▼

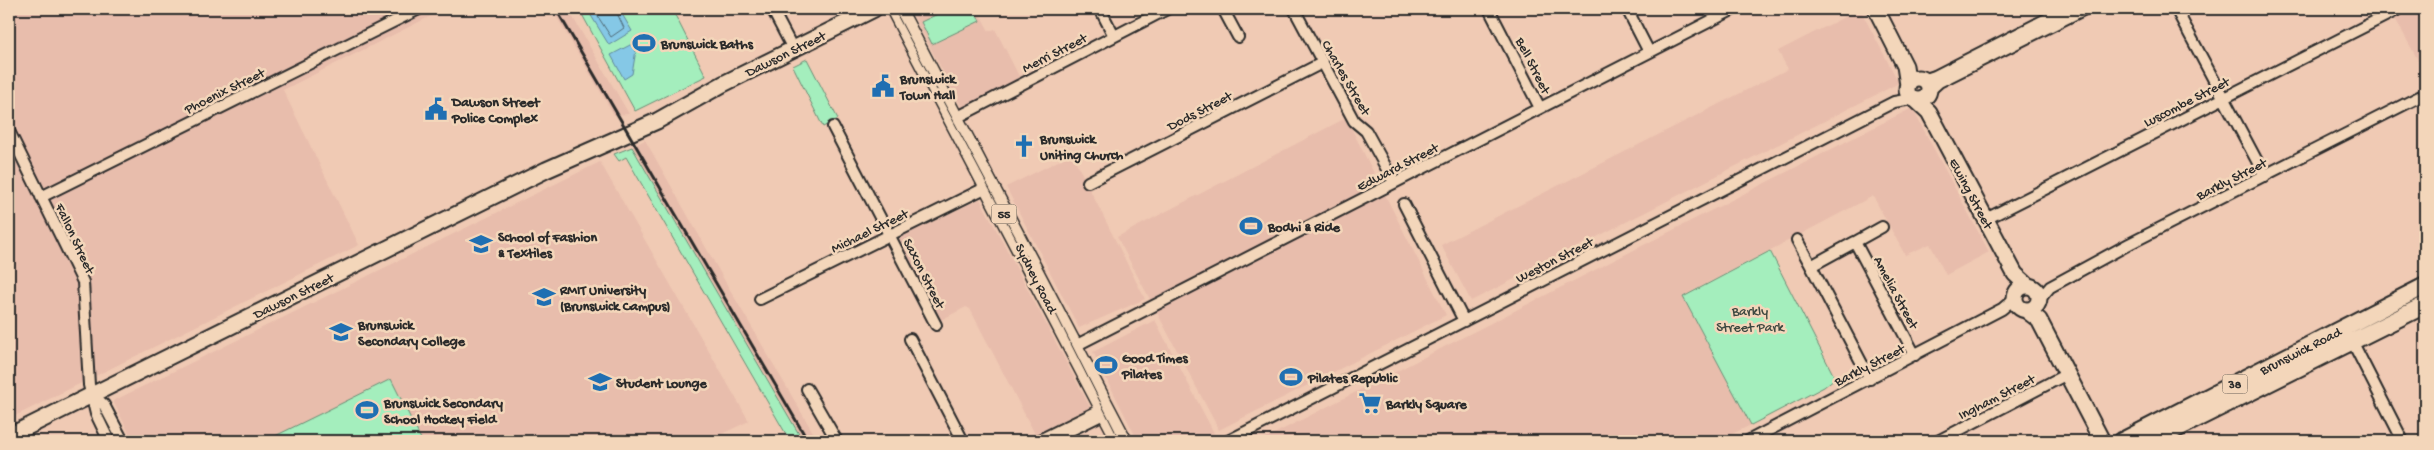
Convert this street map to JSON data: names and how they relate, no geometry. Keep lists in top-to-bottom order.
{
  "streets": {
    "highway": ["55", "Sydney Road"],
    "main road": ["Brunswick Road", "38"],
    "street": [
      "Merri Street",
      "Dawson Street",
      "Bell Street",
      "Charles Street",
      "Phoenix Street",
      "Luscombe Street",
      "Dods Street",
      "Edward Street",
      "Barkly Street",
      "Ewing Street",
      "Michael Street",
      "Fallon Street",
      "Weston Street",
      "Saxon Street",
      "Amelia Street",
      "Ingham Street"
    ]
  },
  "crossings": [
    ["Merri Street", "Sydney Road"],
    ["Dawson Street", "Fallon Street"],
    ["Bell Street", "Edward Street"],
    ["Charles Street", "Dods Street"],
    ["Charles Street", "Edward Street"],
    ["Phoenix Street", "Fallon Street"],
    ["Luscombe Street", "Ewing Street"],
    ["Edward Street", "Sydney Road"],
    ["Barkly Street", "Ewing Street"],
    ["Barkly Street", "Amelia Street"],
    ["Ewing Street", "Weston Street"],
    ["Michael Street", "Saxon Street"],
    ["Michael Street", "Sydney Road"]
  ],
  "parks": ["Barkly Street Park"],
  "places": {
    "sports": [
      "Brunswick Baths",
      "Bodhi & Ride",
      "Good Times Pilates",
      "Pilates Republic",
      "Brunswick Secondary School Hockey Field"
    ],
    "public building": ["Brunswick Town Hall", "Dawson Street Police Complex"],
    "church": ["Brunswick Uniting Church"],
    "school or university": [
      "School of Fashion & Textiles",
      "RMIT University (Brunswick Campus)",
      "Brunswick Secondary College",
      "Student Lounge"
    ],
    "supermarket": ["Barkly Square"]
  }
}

▲
▼

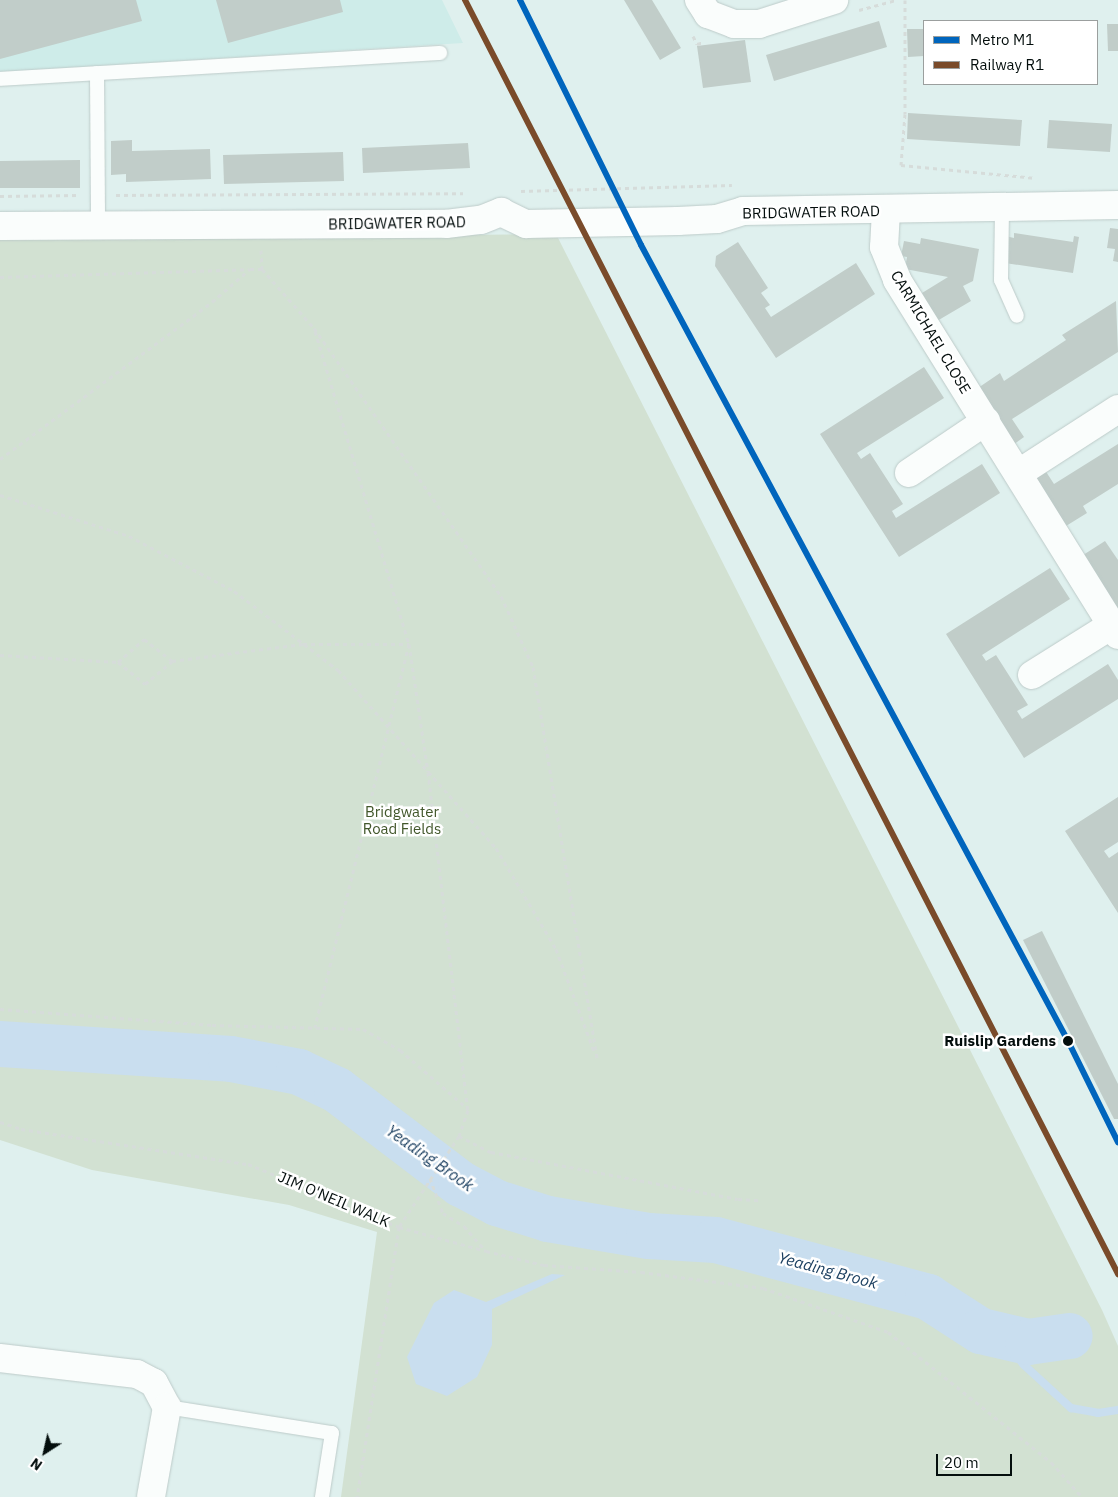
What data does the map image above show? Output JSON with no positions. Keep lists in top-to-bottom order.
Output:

▲

▸ **What needs to be done**:
The expected answer is a number and nothing else: how many lines above include the word "Output".

▸ **Answer to this problem**:
2